Vittoria a metà per l’ex governatore Ottaviano Del Turco in Cassazione nel processo sulla cosiddetta Sanitopoli in Abruzzo: la Suprema Corte ha infatti annullato con rinvio la condanna d’appello in relazione all’accusa più pesante, quella di associazione a delinquere. Ha però confermato le altre imputazioni relative alle pressioni che avrebbe fatto sull’imprenditore della sanità, Vincenzo Angelini per ottenere denaro. Denaro tuttavia, del quale non é mai stata rinvenuta traccia sui conti di Del Turco né degli altri 8 imputati.

Gli atti verranno inviati alla Corte di appello di Perugia. Ma la prescrizione maturerà prima della fine del prossimo anno. I magistrati umbri devono rideterminare il trattamento sanzionatorio per Del Turco e per altri imputati tra i quali l’ex assessore abruzzese alla sanità, Gabrile Mazzocca, e altri funzionari e componenti della vecchia giunta di centrosinistra, caduta sotto i colpi di questa inchiesta.

Un’inchiesta che durante il processo ha molto circoscritto la sua portata: inizialmente le condanne erano state inflitte per 6,2 milioni di presunte mazzette, mentre in appello il giro di denaro si era ridotto a 800mila euro.

“Spero che questo incubo termini e che a Ottaviano Del Turco sia restituita interamente la piena dignità: è un galantuomo che non ha mai preso nemmeno un euro di tangenti, è una ‘riserva’ della Repubblica e non si può distruggere una persona senza nessuna prova”, ha sottolineato l’avvocato Giandomenico Caiazza nella sua arringa. La condanna per associazione a delinquere é stata annullata con rinvio anche nei confronti di Camillo Cesarone e Lamberto Quarta.
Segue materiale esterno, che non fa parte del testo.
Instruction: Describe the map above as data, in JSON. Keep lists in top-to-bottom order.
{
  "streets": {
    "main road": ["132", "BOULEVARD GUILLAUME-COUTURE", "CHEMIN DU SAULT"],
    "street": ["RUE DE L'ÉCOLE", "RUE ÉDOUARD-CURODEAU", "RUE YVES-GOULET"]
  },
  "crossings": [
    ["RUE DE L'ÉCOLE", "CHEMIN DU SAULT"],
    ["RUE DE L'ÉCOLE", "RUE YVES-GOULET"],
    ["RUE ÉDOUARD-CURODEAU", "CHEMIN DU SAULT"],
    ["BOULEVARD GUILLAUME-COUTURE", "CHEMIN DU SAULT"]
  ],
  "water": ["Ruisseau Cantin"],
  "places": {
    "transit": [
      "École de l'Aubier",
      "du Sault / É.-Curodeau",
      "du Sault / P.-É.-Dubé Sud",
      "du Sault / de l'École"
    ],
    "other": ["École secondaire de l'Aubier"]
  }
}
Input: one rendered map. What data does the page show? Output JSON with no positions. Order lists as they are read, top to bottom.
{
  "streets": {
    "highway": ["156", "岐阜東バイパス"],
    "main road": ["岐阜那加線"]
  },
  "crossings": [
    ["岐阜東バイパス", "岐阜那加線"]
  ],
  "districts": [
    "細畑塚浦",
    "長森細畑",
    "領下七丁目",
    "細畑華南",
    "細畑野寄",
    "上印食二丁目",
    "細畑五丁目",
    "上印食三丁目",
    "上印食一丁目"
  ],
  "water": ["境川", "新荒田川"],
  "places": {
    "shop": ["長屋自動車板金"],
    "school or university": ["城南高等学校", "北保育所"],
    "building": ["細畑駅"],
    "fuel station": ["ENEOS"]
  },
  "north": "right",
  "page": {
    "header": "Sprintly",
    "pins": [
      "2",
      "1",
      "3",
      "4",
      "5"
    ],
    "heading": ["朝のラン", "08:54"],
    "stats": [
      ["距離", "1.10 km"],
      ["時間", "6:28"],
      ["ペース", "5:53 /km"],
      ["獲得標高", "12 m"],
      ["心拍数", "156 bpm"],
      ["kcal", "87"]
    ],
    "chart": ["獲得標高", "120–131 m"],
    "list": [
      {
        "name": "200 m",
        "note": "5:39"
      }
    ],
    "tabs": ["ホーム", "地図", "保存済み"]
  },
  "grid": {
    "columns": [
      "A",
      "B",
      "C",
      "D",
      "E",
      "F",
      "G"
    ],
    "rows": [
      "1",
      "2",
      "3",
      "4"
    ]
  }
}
In altri termini, dunque, è da riscrivere la sentenza d’appello emessa dalla Corte d’Appello dell’Aquila il 20 novembre 2015. Del Turco era stato condannato per il reato di associazione a delinquere per induzione indebita, ossia per la vecchia concussione per induzione modificata dalla Legge Severino. La riduzione della pena rispetto alla sentenza di primo grado da nove anni e mezzo a quattro anni e due mesi era dipesa dal fatto che la Corte d’appello aveva ridotto gli episodi corruttivi dai 24 della sentenza di primo grado a sei.